Again the smile. “No rest for the wicked, Felicia, but we won’t be gone long. If you wish to wash up first, I will wait.”

She rubbed her hands over her face, rubbing life back into it. “No,” she said. “I’m tired of being dragged around, and now I’m done with it. Sono rifinito. Non sto andando.”

Even to herself she sounded like a child, but she was beyond caring. She looked at Faust, leaning so casually against the doorframe, his suit somehow without a wrinkle and every hair in place, as if he had stepped from a page in a fashion magazine.

He shook his head. “You are not staying here alone, Felicia.”
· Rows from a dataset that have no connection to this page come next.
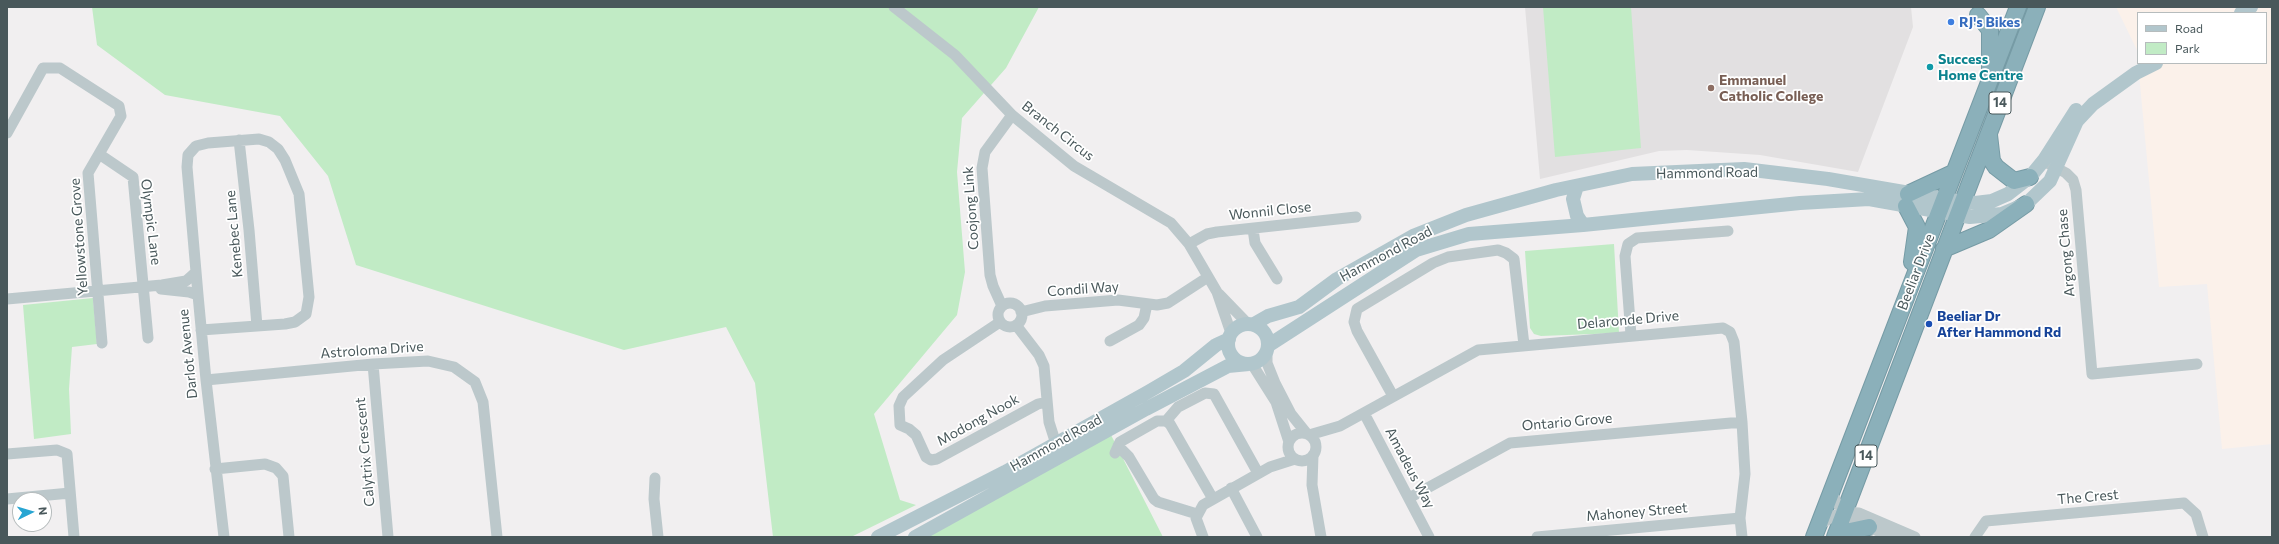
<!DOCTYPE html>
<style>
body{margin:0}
#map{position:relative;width:2279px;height:544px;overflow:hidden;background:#f1eff0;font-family:Commissioner,sans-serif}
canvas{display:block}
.frame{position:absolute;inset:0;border:8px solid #49585b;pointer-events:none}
.legend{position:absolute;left:2137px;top:12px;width:130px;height:52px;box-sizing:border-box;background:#fff;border:1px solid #b6bcbd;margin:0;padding:5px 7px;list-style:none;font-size:12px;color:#49585b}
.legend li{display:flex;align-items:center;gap:8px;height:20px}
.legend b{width:20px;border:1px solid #b6bcbd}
.north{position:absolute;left:12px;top:492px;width:40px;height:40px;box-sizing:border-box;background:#fff;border:1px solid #b6bcbd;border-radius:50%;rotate:85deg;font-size:11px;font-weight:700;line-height:16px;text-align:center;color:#49585b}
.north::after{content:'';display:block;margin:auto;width:14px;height:18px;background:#28a5d2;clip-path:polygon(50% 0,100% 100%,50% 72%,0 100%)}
</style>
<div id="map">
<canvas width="2279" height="544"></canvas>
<div class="frame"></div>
<ul class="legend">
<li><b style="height:5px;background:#b1c6cc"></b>Road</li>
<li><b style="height:11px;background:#c1ebc5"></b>Park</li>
</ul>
<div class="north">N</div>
</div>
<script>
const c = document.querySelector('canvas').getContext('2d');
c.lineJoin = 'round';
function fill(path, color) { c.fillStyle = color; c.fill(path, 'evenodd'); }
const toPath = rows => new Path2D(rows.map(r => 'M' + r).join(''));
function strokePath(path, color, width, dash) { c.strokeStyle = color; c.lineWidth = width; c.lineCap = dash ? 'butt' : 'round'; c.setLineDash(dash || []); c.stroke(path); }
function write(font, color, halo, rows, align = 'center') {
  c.font = font + ' Commissioner,sans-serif'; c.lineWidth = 3.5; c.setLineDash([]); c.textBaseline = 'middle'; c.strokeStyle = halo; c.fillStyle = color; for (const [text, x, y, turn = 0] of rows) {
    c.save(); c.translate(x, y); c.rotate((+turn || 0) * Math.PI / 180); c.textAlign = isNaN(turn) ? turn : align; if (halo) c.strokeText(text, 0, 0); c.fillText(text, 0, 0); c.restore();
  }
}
const commercial = toPath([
 [2116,7,2272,7,2272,444,2222,449,2207,284,2159,287,2138,63,2266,63,2266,13,2138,13,2138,61,2137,50]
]);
const education = toPath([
 [1525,7,1911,7,1913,27,1858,172,1760,155,1687,150,1659,151,1540,179]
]);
const green = toPath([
 [92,7,1039,7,1006,68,962,118,957,172,965,272,957,315,874,414,900,500,916,505,851,537,773,537,755,383,726,327,624,350,356,265,328,176,280,116,165,95,97,45],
 [1543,7,1631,7,1641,148,1555,157],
 [1614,244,1619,333,1541,336,1534,334,1530,328,1525,251],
 [93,298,97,344,72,347,69,389,71,434,34,439,23,305],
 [1111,435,1163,537,909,537]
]);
const minor = toPath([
 [894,7,955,55,1012,115,1074,166,1171,223,1189,244,1217,292,1231,333],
 [7,133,43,68,60,68,119,106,121,116,88,173,102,343],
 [239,140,249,230,257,326],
 [99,154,133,177,148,338],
 [2049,164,2066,173,2073,180,2076,190,2092,374,2197,364],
 [1253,229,1255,243,1277,279],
 [1189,244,1207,234,1217,232,1356,217],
 [161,289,189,292,198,295],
 [1219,294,1248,324],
 [7,299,162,285,186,281,196,272],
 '998 315a12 12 0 1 1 24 0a12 12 0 1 1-24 0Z',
 [1002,306,993,286,990,275,982,168,985,152,1012,115],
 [1021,312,1045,306,1118,300,1157,305,1168,303,1208,277],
 [1000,322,943,360,903,397,899,406,900,425,909,429,916,435,926,457,931,460,937,459,1038,404,1047,402],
 [1016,325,1039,355,1044,366,1049,422,1056,444],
 [201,330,285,324,295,322,306,314,309,297,299,194,285,160,278,149,269,142,259,139,208,143,196,146,188,155,187,167,198,295,206,380,224,537],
 [1631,335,1625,256,1628,244,1637,238,1728,231],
 [1110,341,1139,325,1144,318,1147,304],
 [1267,351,1267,363,1275,383,1291,414,1307,434],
 [373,364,388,537],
 [1252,364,1276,402,1289,442],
 [206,380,373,364,428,361,454,367,475,382,483,402,497,537],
 [1393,396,1357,331,1354,322,1357,309,1433,263,1448,257,1498,250,1506,253,1514,259,1524,345],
 [1364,413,1429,537],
 [1166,421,1178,407,1205,393,1214,394,1258,473],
 '1288 447a14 14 0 1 1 28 0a14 14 0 1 1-28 0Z',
 [1309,435,1340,426,1478,350,1723,328,1730,332,1734,342,1742,422,1745,474,1740,518,1742,537],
 [1118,446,1129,457,1154,499,1158,502,1197,514],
 [1115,453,1120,442,1157,421,1166,421,1170,424,1213,499],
 [7,454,57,450,67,454,74,537],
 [1313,455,1312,485,1321,537],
 [215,469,265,464,276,468,283,476,289,537],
 [655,478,654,499,658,537],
 [1231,488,1257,537],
 [1832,492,1836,502,1855,522,1893,537],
 [1409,498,1510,443,1742,422],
 [7,499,70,493],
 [1819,525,1833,516,1845,512,1859,513,1915,537],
 [1203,537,1196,518,1203,505,1270,467,1295,459],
 [1537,537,1740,518],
 [1975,537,1986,521,2184,503,2196,514,2203,537]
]);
const major = toPath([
 [2241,13,2251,7],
 [1577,186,1573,199,1577,216,1583,225],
 '1228 344a20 20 0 1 1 40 0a20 20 0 1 1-40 0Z',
 [1254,324,1268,316,1299,307,1337,279,1413,236,1466,215,1556,190,1632,174,1744,169,1828,179,1962,202,1975,203,1992,201,2008,194,2030,177,2044,160,2076,110],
 [1269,345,1416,250,1469,234,1583,225,1800,203,1869,199,1970,217,2002,214,2026,204,2050,181,2077,121,2093,104,2136,73,2156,63],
 [878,537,1005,472,1148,392,1184,371,1216,345,1229,339],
 [915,537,1146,409,1228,366,1249,364]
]);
const highway = toPath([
 [1978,15,1990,30,1990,70],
 [1989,135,1992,161,1996,167,2014,181,2030,177],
 [1908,194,1953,173],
 [1906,206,1917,227,1912,262],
 [1944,249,1989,230,2026,204],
 [1836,534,1869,527],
 [1814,537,2018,7],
 [1835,537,2037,7]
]);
const markers = [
 [1951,22,4,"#3f7fe0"],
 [1930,67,4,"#0f9aa8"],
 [1711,88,4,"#8d6e63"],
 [1929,324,4,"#1a4fb4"]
];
const shields = [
 [2000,103,22],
 [1866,456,22]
];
const shieldNames = [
 ["14",2000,103],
 ["14",1866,456]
];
const shopNames = [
 ["RJ's Bikes",1959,22]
];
const cultureNames = [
 ["Success",1938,59],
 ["Home Centre",1938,75]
];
const educationNames = [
 ["Emmanuel",1719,80],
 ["Catholic College",1719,96]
];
const streetNames = [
 ["Branch Circus",1058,131,38],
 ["Hammond Road",1707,173,-1],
 ["Coojong Link",971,208,-94],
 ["Wonnil Close",1270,211,-6],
 ["Olympic Lane",151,222,83],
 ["Kenebec Lane",234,234,-95],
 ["Yellowstone Grove",79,237,-94],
 ["Argong Chase",2066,253,-95],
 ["Hammond Road",1386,254,-28],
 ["Beeliar Drive",1916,272,-69],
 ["Condil Way",1083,289,-4],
 ["Delaronde Drive",1628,320,-5],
 ["Astroloma Drive",372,350,-4],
 ["Darlot Avenue",188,354,-96],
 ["Modong Nook",978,420,-29],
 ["Ontario Grove",1567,422,-5],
 ["Hammond Road",1056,443,-29],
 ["Calytrix Crescent",365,452,-95],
 ["Amadeus Way",1410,468,62],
 ["The Crest",2088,497,-5],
 ["Mahoney Street",1637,512,-5]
];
const transitNames = [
 ["Beeliar Dr",1937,316],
 ["After Hammond Rd",1937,332]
];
fill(commercial, '#fbf1ea');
fill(education, '#e2e0e1');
fill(green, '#c1ebc5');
strokePath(highway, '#769ba5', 18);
strokePath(minor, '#bcc8cb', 11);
strokePath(major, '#b1c6cc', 14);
strokePath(highway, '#8bb0ba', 16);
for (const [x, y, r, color] of markers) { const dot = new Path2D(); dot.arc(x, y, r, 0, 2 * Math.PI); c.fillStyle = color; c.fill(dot); strokePath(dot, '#fff', 1.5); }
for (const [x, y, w] of shields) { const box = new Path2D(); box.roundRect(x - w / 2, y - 11, w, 22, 3); c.fillStyle = '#fff'; c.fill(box); strokePath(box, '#49585b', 1); }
write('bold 13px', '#49585b', null, shieldNames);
write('bold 14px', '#366cbe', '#fff', shopNames, 'left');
write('bold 14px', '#0d838f', '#fff', cultureNames, 'left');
write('bold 14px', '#785e54', '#fff', educationNames, 'left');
write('14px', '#49585b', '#fff', streetNames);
write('bold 14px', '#164399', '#fff', transitNames, 'left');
</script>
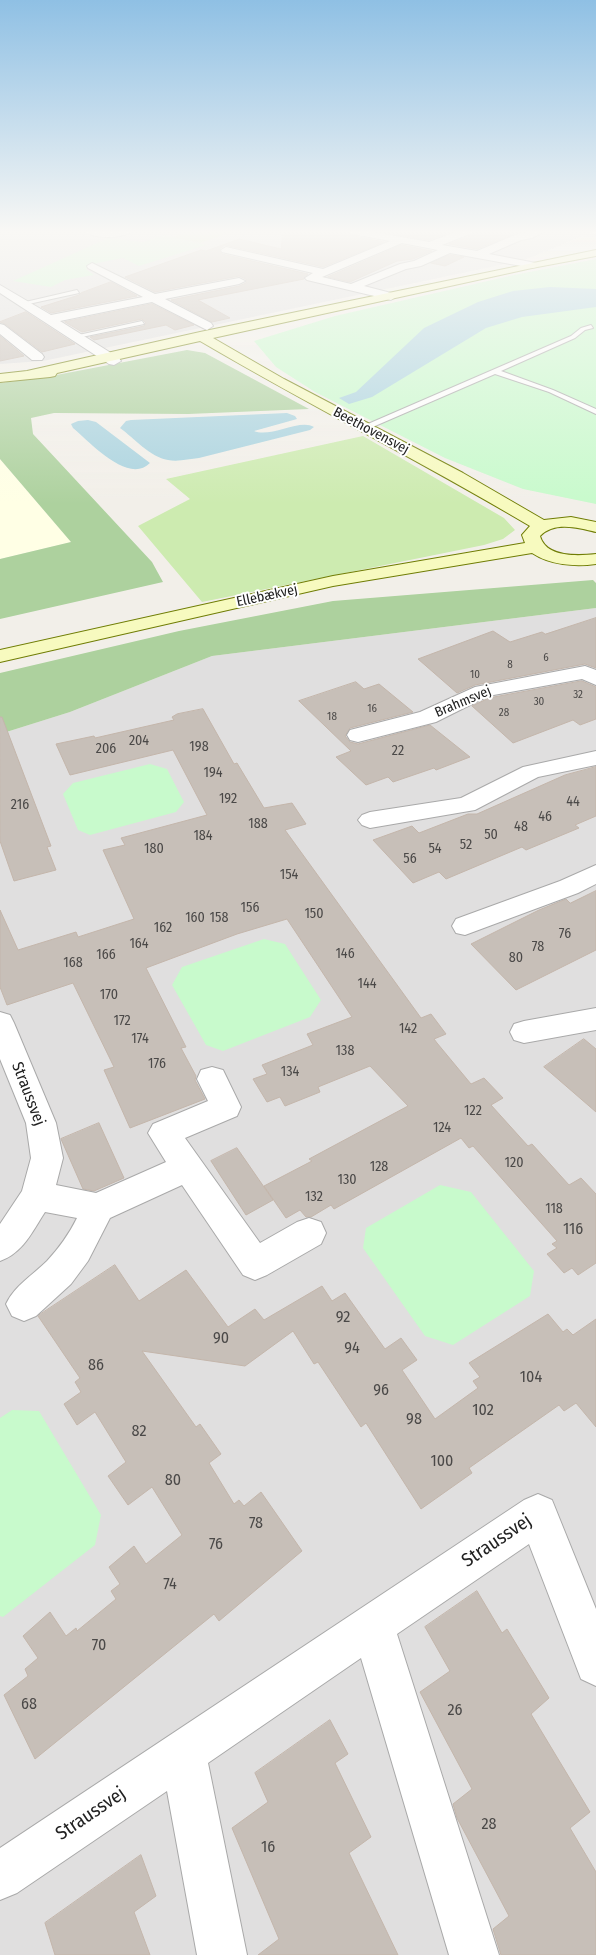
<!DOCTYPE html>
<meta charset="utf-8">
<style>
body{margin:0}
canvas{display:block;background:#f2efe9}
</style>
<canvas width="596" height="1955"></canvas>
<script>
const context = document.querySelector('canvas').getContext('2d');
context.lineJoin = 'round';
function fillPath(path, color) { context.fillStyle = color; context.fill(path, 'evenodd'); }
function trace(path, color, width, dash) { context.strokeStyle = color; context.lineWidth = width; context.lineCap = dash ? 'butt' : 'round'; context.setLineDash(dash || []); context.stroke(path); }
function label(font, color, halo, rows, align = 'center') {
  context.font = font + ' "Fira Sans Condensed",sans-serif'; context.lineWidth = 4; context.setLineDash([]); context.textBaseline = 'middle'; context.strokeStyle = halo; context.fillStyle = color; for (const [text, x, y, turn = 0] of rows) {
    context.save(); context.translate(x, y); context.rotate((+turn || 0) * Math.PI / 180); context.textAlign = isNaN(turn) ? turn : align; if (halo) context.strokeText(text, 0, 0); context.fillText(text, 0, 0); context.restore();
  }
}
fillPath(new Path2D(`
 M0 231H595L524 260 43 361 0 364Z
 M596 608V1955H0V734L70 712 212 656Z`), '#e0dfdf');
fillPath(new Path2D(`
 M0 459 71 542 0 559Z`), '#ffffe5');
fillPath(new Path2D(`
 M194 231H234L200 243 173 237Z
 M363 436 504 518 515 530 503 539 484 545 202 602 138 526 190 499 166 479Z`), '#cdebb0');
fillPath(new Path2D(`
 M187 350 205 353 309 409 188 414 54 413 31 418 33 434 152 562 163 582 0 619V559L71 542 0 459V383L46 377Z
 M593 580 596 583V608L212 656 70 712 0 734V673L179 631 333 601Z`), '#add19e');
fillPath(new Path2D(`
 M164 235 206 245 139 266 123 258 97 263 86 269 94 275 65 280 51 287 13 281 108 238 143 242Z
 M596 259V504L523 489 445 458 315 392 276 367 254 341 335 316 514 275Z
 M150 764 167 769 184 802 176 812 90 835 78 830 63 794 73 783Z
 M264 939 285 944 321 1000 310 1017 223 1051 206 1045 172 985 182 967Z
 M440 1185 471 1192 534 1271 530 1296 453 1345 425 1336 363 1248 366 1228Z
 M12 1410 39 1411 101 1515 95 1545 3 1617 0 1616V1418Z`), '#c8facc');
fillPath(new Path2D(`
 M550 287 596 289V307L522 317 486 328 372 397 349 404 339 398 356 392 424 328 478 302 513 291Z
 M287 413 295 416 297 419 254 431C271 438 300 418 314 427L310 430 199 458C189 459 178 462 168 460 150 457 134 438 120 428L126 421 131 420Z
 M88 420 96 422 150 463C128 485 90 442 73 428L71 424 78 421Z`), '#aad3df');
const building = new Path2D(`
 M283 231H346L353 236 384 242 323 267 225 245 219 249 222 254 308 274 304 279 198 300 230 318 212 322 171 300 239 286 246 283V279L239 276 155 292 125 277 201 250 206 251 239 239 281 249Z
 M377 231H454L429 240Z
 M475 231H521L477 249 449 244 473 235Z
 M402 245 432 251 413 259 397 261 350 282 328 277Z
 M450 255 464 257 445 266 431 263Z
 M111 282 137 296 51 313 41 307 79 295 81 293Z
 M152 304 194 325 175 330 166 325 94 340 90 337 144 326 146 323 142 319 82 332 65 322Z
 M26 312 75 344 42 352 5 324 0 322Z
 M0 336 24 356 0 361Z
 M596 618V668L585 664 475 685 457 693 418 659 493 631 510 642 542 632 545 634Z
 M582 681 596 687V719L580 725 573 720 513 743 472 706 489 698Z
 M356 682 364 689 379 684 413 712 350 728 345 736 350 742 358 744 430 725 470 757 436 770 434 768 393 782 388 777 366 785 336 757 351 751 299 701Z
 M203 709 234 764 237 763 264 808 292 803 306 824 285 830 421 1018 431 1014 446 1034 434 1039 437 1043 471 1084 484 1078 503 1098 491 1105 528 1146 532 1144 569 1185 581 1178 596 1194V1263L578 1275 572 1268 564 1273 547 1254 557 1248 552 1244 557 1241 473 1146 469 1148 461 1138 334 1209 331 1205 311 1217H306L300 1210 286 1218 264 1186 312 1161 309 1159 408 1106 370 1066 318 1087 320 1092 285 1106 280 1097 267 1102 253 1079 267 1074 262 1065 313 1045 307 1034 352 1017 287 919 237 934 146 968 186 1047 181 1048 196 1076 195 1080 205 1099 130 1128 104 1070 114 1067 73 983 7 1005 0 987V910L18 950 76 932 78 937 134 919 103 850 125 845 121 838 207 815 173 750 70 775 56 744 94 736 95 738 174 720 172 717 177 714Z
 M0 717H2L51 846 47 847 56 870 14 881 0 841Z
 M596 767V816L575 825 579 828 526 850 522 847 446 879 439 872 413 883 373 840 412 826 419 833 468 814H477L565 775Z
 M596 891V950L516 990 471 944 539 910 566 899 570 903Z
 M584 1039 596 1049V1112L544 1067Z
 M99 1123 124 1178 94 1191 83 1189 61 1139Z
 M237 1148 273 1200 246 1215 211 1161Z
 M115 1265 139 1301 186 1270 228 1327 255 1309 264 1320 322 1286 332 1301 345 1293 385 1349 401 1338 417 1360 402 1370 435 1419 478 1388 473 1381 480 1377 469 1363 548 1314 563 1332 567 1329 573 1335 596 1319V1427L576 1403 564 1411 559 1405 469 1468 472 1473 421 1509 366 1423 361 1427 318 1362 314 1364 293 1331 245 1366 142 1351 196 1427 200 1424 221 1454 209 1463 234 1504 239 1500 244 1506 261 1492 302 1551 219 1621 214 1614 35 1759 4 1695 28 1676 25 1669 38 1658 23 1636 50 1612 66 1636 76 1628 77 1631 116 1599 111 1591 120 1584 109 1567 134 1546 146 1564 182 1535 152 1487 128 1505 108 1476 126 1462 95 1412 77 1425 64 1404 81 1392 75 1382 80 1378 38 1316Z
 M477 1591 502 1633 507 1629 549 1698 531 1714 590 1812 570 1828 596 1872V1955H501L493 1929 509 1916 457 1818 453 1804 472 1789 420 1692 450 1671 425 1627Z
 M330 1720 348 1754 335 1763 371 1837 349 1853 398 1955H258L279 1939 232 1828 268 1802 255 1773Z
 M141 1855 156 1896 134 1912 150 1955H55L45 1923Z`);
fillPath(building, '#c7bfb8');
trace(building, '#c4b6ab', 1);
const lane = new Path2D(`
 M77 290 79 293 24 305 21 303Z
 M142 321 144 324 77 338 74 336Z
 M591 325 593 328 585 330 575 338 501 371 553 390 596 409V414L549 392 495 374 368 429 361 427 571 336 581 328Z`);
const street = new Path2D(`
 M84 231H132C122 239 94 239 84 231Z
 M348 231H368L429 242 459 231H473L472 233 442 245 477 251 515 235 532 231H545L532 238 521 240 489 254 536 263 537 265 536 267 532 268 450 253 421 266 406 269 364 286 395 294 397 296 391 300 307 280 305 278 313 273 222 252 221 250 226 247 323 269 390 241 353 234ZM402 243 438 250 414 261 400 264 351 284 322 277Z
 M92 263 155 294 239 278 245 281 239 284 165 299 211 323 213 326 207 330 152 302 60 321 119 358 121 361 114 365 109 364 0 293V285L51 315 143 297 88 268 87 266Z
 M0 324 4 325 42 354 44 357 42 360H32L0 334Z
 M585 666 596 670V685L582 679 488 696 436 722 358 742 350 740 347 735 350 730 420 712 475 687Z
 M596 751V765L538 777 475 810 370 828 362 825 358 820 362 815 370 812 461 798 523 767Z
 M596 865V884L578 893 465 935 456 933 452 926 456 919 560 881Z
 M596 1008V1030L524 1043 514 1040 510 1032 514 1024 524 1021Z
 M0 1012 10 1015 14 1023 56 1123 63 1158 56 1185 96 1193 166 1162 148 1133 153 1124 208 1101 197 1079 201 1070 212 1067 223 1070 241 1107 237 1116 185 1138 260 1243 297 1222 309 1218 321 1222 326 1233 321 1244 267 1275 255 1280 243 1275 182 1185 110 1218 88 1261 71 1284 36 1316 24 1321 12 1316 6 1304C15 1285 33 1275 47 1261 59 1248 69 1234 77 1218L45 1212C32 1232 23 1253 0 1261V1224L22 1191 31 1158 26 1123 0 1059Z
 M538 1494 552 1500 596 1609V1686L581 1679 529 1544 397 1634 499 1955H449L361 1658 208 1763 247 1955H197L167 1791 17 1893 0 1900V1848L524 1500Z`);
const secondary = new Path2D(`
 M596 250V256L532 268 213 338 284 379 463 473 544 520 571 517 596 522V532C578 528 555 521 540 536 546 558 578 556 596 554V564C575 567 550 565 532 553L333 586 0 662V650L333 576 525 543 522 535 530 526C422 462 309 405 200 341L57 373 55 376 50 377 0 382V374L27 371 200 332Z`);
trace(lane, '#a9a9a9', 2);
trace(street, '#a9a9a9', 2);
trace(secondary, '#707d05', 2);
fillPath(lane, '#fff');
fillPath(street, '#fff');
fillPath(secondary, '#f7fabf');
const sky = context.createLinearGradient(0, 0, 0, 504);
sky.addColorStop(0, '#8fc0e4');
sky.addColorStop(0.46, '#f9f8f5');
sky.addColorStop(1, '#f9f8f500');
context.fillStyle = sky;
context.fillRect(0, 0, 596, 504);
label('11px', '#4b4948', null, [
 ["6",546,658],
 ["8",510,665],
 ["10",475,675],
 ["32",578,695],
 ["30",539,702],
 ["16",372,709],
 ["28",504,713],
 ["18",332,717]
]);
label('14px', '#222', '#fff', [
 ["Beethovensvej",371,431,28],
 ["Ellebækvej",267,596,-12],
 ["Brahmsvej",463,702,-23]
]);
label('14px', '#4b4948', null, [
 ["204",139,741],
 ["198",199,747],
 ["206",106,749],
 ["22",398,751],
 ["194",213,773],
 ["192",228,799],
 ["44",573,802],
 ["216",20,805],
 ["46",545,817],
 ["188",258,824],
 ["48",521,827],
 ["50",491,835],
 ["184",203,836],
 ["52",466,845],
 ["180",154,849],
 ["54",435,849],
 ["56",410,859],
 ["154",289,875],
 ["156",250,908],
 ["150",314,914],
 ["160",195,918],
 ["158",219,918],
 ["162",163,928],
 ["76",565,934],
 ["164",139,944],
 ["78",538,947],
 ["146",345,954],
 ["166",106,955],
 ["80",516,958],
 ["168",73,963],
 ["144",367,984],
 ["170",109,995],
 ["172",122,1021],
 ["142",408,1029],
 ["174",140,1039],
 ["138",345,1051],
 ["176",157,1064],
 ["134",290,1072],
 ["122",473,1111],
 ["124",442,1128],
 ["120",514,1163],
 ["128",379,1167],
 ["130",347,1180],
 ["132",314,1197],
 ["118",554,1209]
]);
label('16px', '#222', '#fff', [
 ["Straussvej",28,1094,69]
]);
label('16px', '#4b4948', null, [
 ["116",573,1230],
 ["92",343,1318],
 ["90",221,1339],
 ["94",352,1349],
 ["86",96,1366],
 ["104",531,1378],
 ["96",381,1391],
 ["102",483,1411],
 ["98",414,1420],
 ["82",139,1432],
 ["100",442,1462],
 ["80",173,1481],
 ["78",256,1524],
 ["76",216,1545],
 ["74",170,1585],
 ["70",99,1646],
 ["68",29,1705],
 ["26",455,1711],
 ["28",489,1825],
 ["16",268,1848]
]);
label('19px', '#222', '#fff', [
 ["Straussvej",497,1541,-34],
 ["Straussvej",91,1814,-34]
]);
</script>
Anger welled in her. “No? And why not?”

“It is not safe.”

“I take care of myself.”

“Yes, I saw how well back in Rome.”

She said, “Screw you! I don’t need a goddamn babysitter.”

“You are the tough little urchin now, eh?”

“Tough enough,” Kaminski said, grinding her teeth. “I didn’t grow up in places like this, being waited on hand and foot.”

Faust’s smile widened. “You think that I did?”

“Let’s say you don’t look out of place.”

He chuckled. “You haven’t known the real romance of street life until you’ve experienced it in Buenos Aires, caught between the Montoneros and the Battalion 601 boys. Now those were charming fellows, and much more dedicated than your average Roman teppista.”